▶ _Required action_
Count each line below that has "column" anywhere in it. Answer with the total alone.

___ Records to process

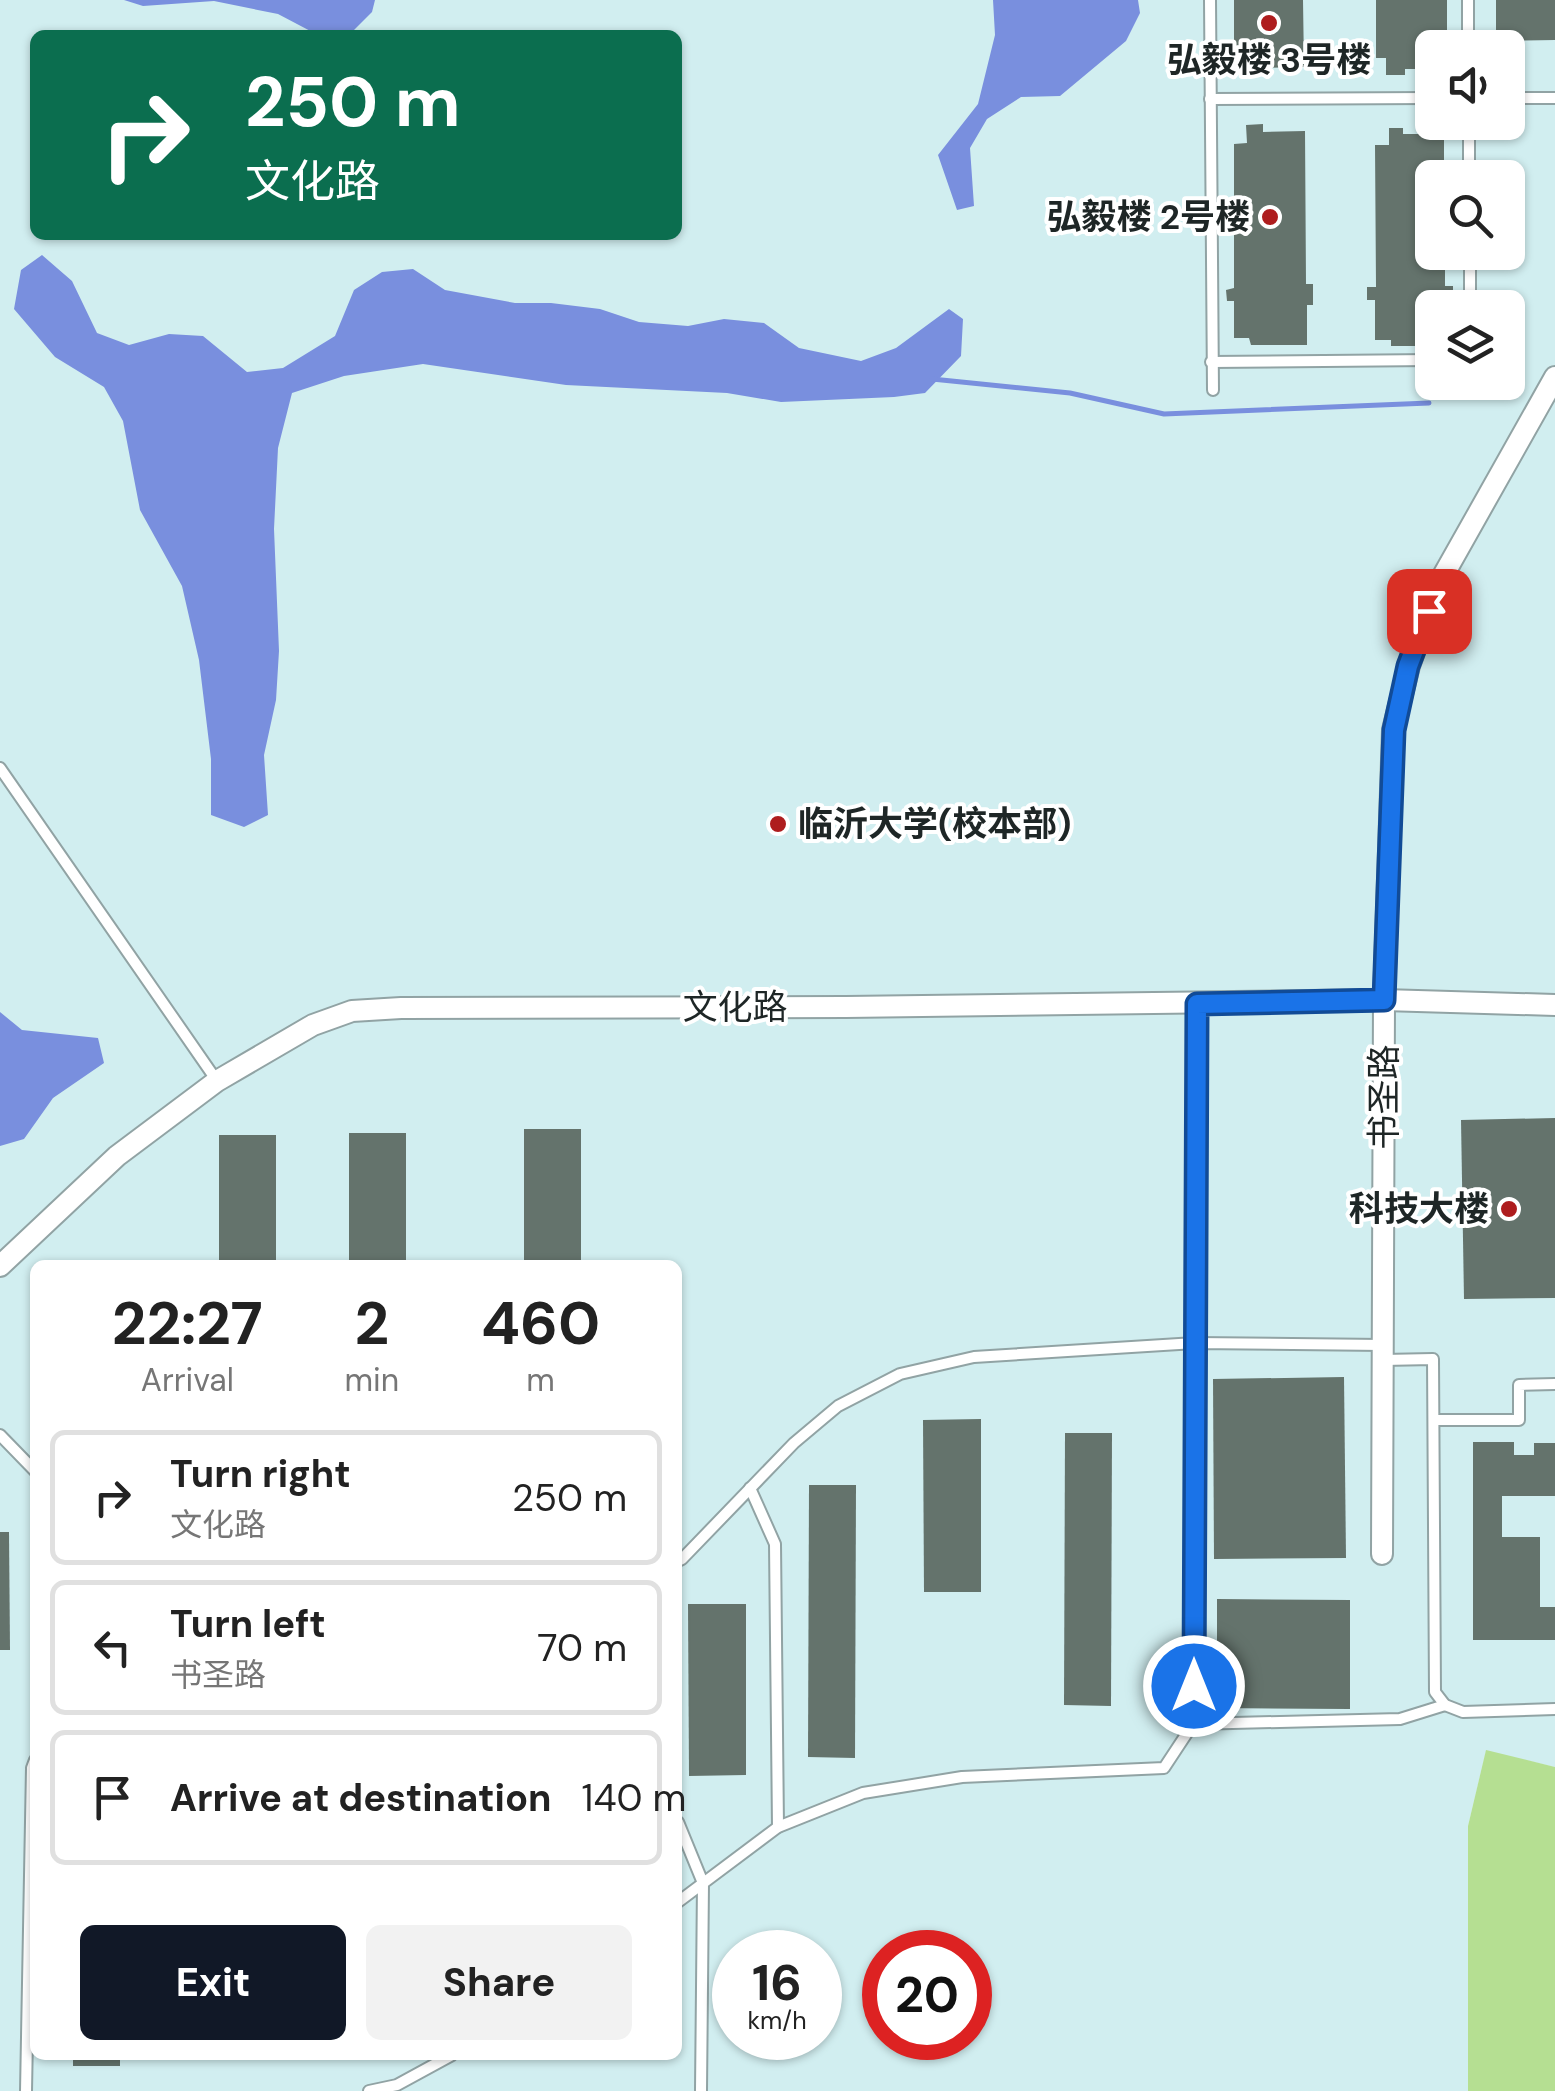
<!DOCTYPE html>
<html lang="en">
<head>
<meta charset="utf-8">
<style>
	:root { --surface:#fff; --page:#f2f2f2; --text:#222; --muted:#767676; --line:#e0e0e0; --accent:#111827 }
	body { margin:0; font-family:"DM Sans","Noto Sans SC",sans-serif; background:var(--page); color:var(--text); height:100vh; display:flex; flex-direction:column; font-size:38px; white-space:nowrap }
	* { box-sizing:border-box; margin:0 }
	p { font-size:32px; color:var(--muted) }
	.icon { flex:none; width:55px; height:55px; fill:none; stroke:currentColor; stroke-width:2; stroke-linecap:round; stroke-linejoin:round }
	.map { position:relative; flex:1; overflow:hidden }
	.drawer { position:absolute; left:30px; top:1260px; width:652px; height:800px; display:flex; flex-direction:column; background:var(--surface); border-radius:15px; box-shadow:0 2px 8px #0004 }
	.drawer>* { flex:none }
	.hud { position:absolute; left:30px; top:30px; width:652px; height:210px; border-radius:15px; box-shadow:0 2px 8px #0004; background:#0b6e4f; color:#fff; overflow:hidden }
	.controls { position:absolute; left:1415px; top:30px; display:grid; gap:20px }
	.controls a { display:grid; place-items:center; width:110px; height:110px; border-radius:15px; background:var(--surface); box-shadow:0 2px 8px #0004; font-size:50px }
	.speed { position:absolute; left:712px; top:1930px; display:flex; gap:20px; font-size:50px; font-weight:700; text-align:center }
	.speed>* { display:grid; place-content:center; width:130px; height:130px; border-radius:50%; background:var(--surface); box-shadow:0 2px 8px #0004; line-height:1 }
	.speed small { font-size:25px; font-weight:400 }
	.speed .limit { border:15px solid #d22; background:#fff; color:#111 }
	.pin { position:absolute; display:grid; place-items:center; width:85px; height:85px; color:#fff; margin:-42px; border-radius:20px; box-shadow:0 5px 15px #0006 }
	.me { position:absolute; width:110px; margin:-55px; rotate:0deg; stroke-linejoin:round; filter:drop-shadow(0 0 8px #0008) }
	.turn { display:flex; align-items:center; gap:35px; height:210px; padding:0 50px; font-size:45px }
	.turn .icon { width:130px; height:130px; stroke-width:2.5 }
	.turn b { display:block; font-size:70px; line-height:85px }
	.eta { display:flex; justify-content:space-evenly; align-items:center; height:170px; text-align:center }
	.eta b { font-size:60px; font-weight:700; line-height:70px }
	.button { display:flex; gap:20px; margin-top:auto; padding:20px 50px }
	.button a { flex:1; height:115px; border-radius:15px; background:var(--accent); color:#fff; font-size:40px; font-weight:700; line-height:115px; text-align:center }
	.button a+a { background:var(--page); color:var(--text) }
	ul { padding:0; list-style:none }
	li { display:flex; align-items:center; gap:30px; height:135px; margin:0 20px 15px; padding:0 30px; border:5px solid var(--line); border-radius:15px }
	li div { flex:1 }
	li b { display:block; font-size:38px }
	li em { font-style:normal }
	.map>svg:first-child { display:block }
</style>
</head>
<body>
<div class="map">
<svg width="1555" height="2091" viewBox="0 0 1555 2091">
	<rect width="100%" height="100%" fill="#e4f7f8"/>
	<path fill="#d1eef0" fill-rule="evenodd" d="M 0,0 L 1555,0 L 1555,1767 L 1486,1751 L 1468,1826 L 1468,2091 L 0,2091 ZM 35,35 L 678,35 L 678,235 L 35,235 ZM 1432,48 L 1508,48 L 1508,122 L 1432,122 ZM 1432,178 L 1508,178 L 1508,252 L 1432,252 ZM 1432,308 L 1508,308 L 1508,382 L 1432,382 ZM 35,1265 L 678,1265 L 678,2055 L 35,2055 ZM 735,1952 L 820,1952 L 820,2038 L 735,2038 ZM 885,1952 L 970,1952 L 970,2038 L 885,2038 Z"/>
	<path fill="#b5df92" d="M 1486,1750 L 1555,1767 L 1555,2091 L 1468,2091 L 1468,1826 Z"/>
	<g fill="#798fde">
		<path d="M 124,0 L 375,0 L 372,12 L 349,35 L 316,34 L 278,14 L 214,1 L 143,6 Z"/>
		<path d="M 993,0 L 1138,0 L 1140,13 L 1126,41 L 1060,96 L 1021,97 L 987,119 L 970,148 L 974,206 L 957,210 L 938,155 L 978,104 L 995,35 Z"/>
		<path d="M 42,255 L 72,281 L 97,333 L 129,345 L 169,334 L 203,336 L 247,372 L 283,368 L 335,336 L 354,290 L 382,272 L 413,269 L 445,290 L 515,303 L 551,303 L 600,309 L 639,322 L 688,326 L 724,319 L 764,323 L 799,348 L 861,361 L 896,348 L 949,309 L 963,319 L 961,356 L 925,393 L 894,397 L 781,402 L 727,393 L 566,385 L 423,364 L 344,376 L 292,393 L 278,448 L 274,529 L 279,651 L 276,700 L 264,755 L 268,815 L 244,827 L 211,815 L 211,759 L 199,660 L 182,586 L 140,510 L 123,421 L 104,387 L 55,357 L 14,309 L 21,270 Z"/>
		<path d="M 0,1012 L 22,1030 L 98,1038 L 104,1063 L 53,1098 L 24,1139 L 0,1146 Z"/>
	</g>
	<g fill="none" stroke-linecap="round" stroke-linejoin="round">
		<path stroke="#798fde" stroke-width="5" d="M 932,379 L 1070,393 L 1164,414 L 1429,403"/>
	</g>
	<g fill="#64736c">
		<path d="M 1234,0 L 1303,0 L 1304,67 L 1263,68 L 1263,73 L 1246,73 L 1246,46 L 1234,46 Z"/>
		<path d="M 1376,0 L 1447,0 L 1447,48 L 1432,48 L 1432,69 L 1405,69 L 1405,75 L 1386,75 L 1386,58 L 1376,58 Z"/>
		<path d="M 1496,0 L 1555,0 L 1555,40 L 1503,41 L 1503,31 L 1496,30 Z"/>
		<path d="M 1263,124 L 1263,132 L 1305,131 L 1306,284 L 1313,284 L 1313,305 L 1307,305 L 1307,345 L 1251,345 L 1249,338 L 1234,338 L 1234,301 L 1227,301 L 1226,290 L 1234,288 L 1234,144 L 1247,143 L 1246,125 Z"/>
		<path d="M 1389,128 L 1403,128 L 1403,134 L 1444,134 L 1444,178 L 1432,178 L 1432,252 L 1445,252 L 1445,286 L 1453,286 L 1453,306 L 1432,308 L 1432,346 L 1391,346 L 1391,340 L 1375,340 L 1375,300 L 1367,300 L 1367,287 L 1376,287 L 1375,145 L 1389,145 Z"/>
		<path d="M 1555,1118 L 1555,1298 L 1464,1299 L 1461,1120 Z"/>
		<rect x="524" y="1129" width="57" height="136"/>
		<rect x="349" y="1133" width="57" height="132"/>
		<rect x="219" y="1135" width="57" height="130"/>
		<rect x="88" y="1261" width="68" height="4"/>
		<path d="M 1344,1377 L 1346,1558 L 1214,1559 L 1213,1379 Z"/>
		<path d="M 981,1419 L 981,1592 L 924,1592 L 923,1420 Z"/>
		<path d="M 1065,1433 L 1112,1433 L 1111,1706 L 1064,1705 Z"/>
		<path d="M 1473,1442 L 1514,1442 L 1514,1455 L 1534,1455 L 1534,1443 L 1555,1443 L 1555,1496 L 1502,1496 L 1502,1537 L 1540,1537 L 1540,1607 L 1555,1607 L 1555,1640 L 1473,1640 Z"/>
		<path d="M 809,1485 L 856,1485 L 855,1758 L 808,1757 Z"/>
		<path d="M 0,1532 L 9,1532 L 10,1650 L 0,1650 Z"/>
		<path d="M 1217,1599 L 1350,1600 L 1350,1709 L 1217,1708 Z"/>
		<path d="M 688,1604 L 746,1604 L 746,1775 L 689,1776 Z"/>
		<rect x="73" y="2055" width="47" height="11"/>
	</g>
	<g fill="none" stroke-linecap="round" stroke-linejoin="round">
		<g stroke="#91a3a4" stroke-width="14">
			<g id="service">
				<path d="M 1210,0 L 1213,390"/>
				<path d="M 1468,0 L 1468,48"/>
				<path d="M 1508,98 L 1555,98"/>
				<path d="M 1210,99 L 1432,98"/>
				<path d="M 1469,122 L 1469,178"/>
				<path d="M 1470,252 L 1470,308"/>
				<path d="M 1211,362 L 1432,360"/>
				<path d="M 0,768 L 217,1081"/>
				<path d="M 1383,1360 L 1433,1359 L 1435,1692 L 1445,1705 L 1463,1712 L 1555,1709"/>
				<path d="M 1434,1420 L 1519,1420 L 1519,1385 L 1555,1384"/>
				<path d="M 0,1435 L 35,1471"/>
				<path d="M 750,1488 L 775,1544 L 778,1827"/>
				<path d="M 678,1561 L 682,1559 L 794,1443 L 838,1406 L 900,1374 L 974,1357 L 1195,1343 L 1383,1345"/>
				<path d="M 1193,1724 L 1400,1719 L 1445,1705"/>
				<path d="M 678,1822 L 703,1883 L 701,2091"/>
				<path d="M 678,1902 L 778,1827 L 863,1793 L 962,1777 L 1164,1768 L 1193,1724 L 1197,1003"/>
				<path d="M 26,2091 L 32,1768 L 35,1760"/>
				<path d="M 369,2091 L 397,2085 L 452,2055"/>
			</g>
		</g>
		<g stroke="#91a3a4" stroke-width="24">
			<g id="minor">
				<path d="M 0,1266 L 117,1156 L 217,1081 L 313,1025 L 352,1011 L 401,1008 L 846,1007 L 1384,1000 L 1555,1005"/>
				<path d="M 1382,1554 L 1384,1000 L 1393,730 L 1409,666 L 1439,583 L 1555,377"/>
			</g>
		</g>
		<use href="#service" stroke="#fff" stroke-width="10"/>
		<use href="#minor" stroke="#fff" stroke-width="20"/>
	</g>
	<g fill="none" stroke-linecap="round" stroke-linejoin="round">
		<g stroke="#114b97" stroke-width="25">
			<path id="route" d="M 1194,1686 L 1197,1004 L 1384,1000 L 1394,730 L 1408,666 L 1429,611"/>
		</g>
		<use href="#route" stroke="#1a73e8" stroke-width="18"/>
	</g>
	<g fill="#ae1d1e" stroke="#fff" stroke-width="4">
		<circle cx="1269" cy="23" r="10"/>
		<circle cx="1270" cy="217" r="10"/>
		<circle cx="778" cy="824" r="10"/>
		<circle cx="1509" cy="1209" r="10"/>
	</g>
	<g text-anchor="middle" stroke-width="8" stroke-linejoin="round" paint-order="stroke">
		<g font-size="35" font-weight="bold" fill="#1e2626" stroke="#fff" text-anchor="end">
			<text x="1269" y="72" text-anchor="middle">弘毅楼 3号楼</text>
			<text x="1250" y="229">弘毅楼 2号楼</text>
			<text x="798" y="836" text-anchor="start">临沂大学(校本部)</text>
			<text x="1489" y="1221">科技大楼</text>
		</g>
		<g font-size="35" fill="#1e2626" stroke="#fff">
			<text x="735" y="1019">文化路</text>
			<text transform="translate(1384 1097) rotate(-90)" y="12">书圣路</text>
		</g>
	</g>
</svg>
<div class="controls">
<a><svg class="icon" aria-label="sound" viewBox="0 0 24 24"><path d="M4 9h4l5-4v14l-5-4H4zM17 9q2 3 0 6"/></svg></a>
<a><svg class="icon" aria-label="search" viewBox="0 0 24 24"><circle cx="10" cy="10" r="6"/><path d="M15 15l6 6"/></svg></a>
<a><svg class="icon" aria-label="layers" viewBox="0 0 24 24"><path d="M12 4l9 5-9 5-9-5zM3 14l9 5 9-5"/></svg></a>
</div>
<div class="speed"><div>16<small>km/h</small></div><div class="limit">20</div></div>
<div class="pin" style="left:1429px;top:611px;background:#d93025"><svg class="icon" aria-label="arrive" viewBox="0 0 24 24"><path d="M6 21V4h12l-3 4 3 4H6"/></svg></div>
<svg class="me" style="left:1194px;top:1686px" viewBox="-20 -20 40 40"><circle r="17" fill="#1a73e8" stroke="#fff" stroke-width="3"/><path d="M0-11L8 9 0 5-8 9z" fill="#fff"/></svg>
<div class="hud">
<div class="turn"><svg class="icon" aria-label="right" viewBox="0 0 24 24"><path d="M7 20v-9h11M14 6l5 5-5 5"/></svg><div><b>250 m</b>文化路</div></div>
</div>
<section class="drawer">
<div class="eta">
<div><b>22:27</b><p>Arrival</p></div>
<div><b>2</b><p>min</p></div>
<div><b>460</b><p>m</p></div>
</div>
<ul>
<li><svg class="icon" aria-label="right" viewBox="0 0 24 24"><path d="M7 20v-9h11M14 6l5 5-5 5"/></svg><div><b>Turn right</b><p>文化路</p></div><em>250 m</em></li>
<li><svg class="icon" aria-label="left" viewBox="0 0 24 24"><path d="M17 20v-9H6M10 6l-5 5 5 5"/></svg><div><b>Turn left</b><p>书圣路</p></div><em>70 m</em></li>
<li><svg class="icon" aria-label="arrive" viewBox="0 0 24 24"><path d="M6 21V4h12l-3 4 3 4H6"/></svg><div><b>Arrive at destination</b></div><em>140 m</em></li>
</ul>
<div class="button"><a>Exit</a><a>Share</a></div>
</section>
</div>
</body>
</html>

______

▶ _Output of the task_
2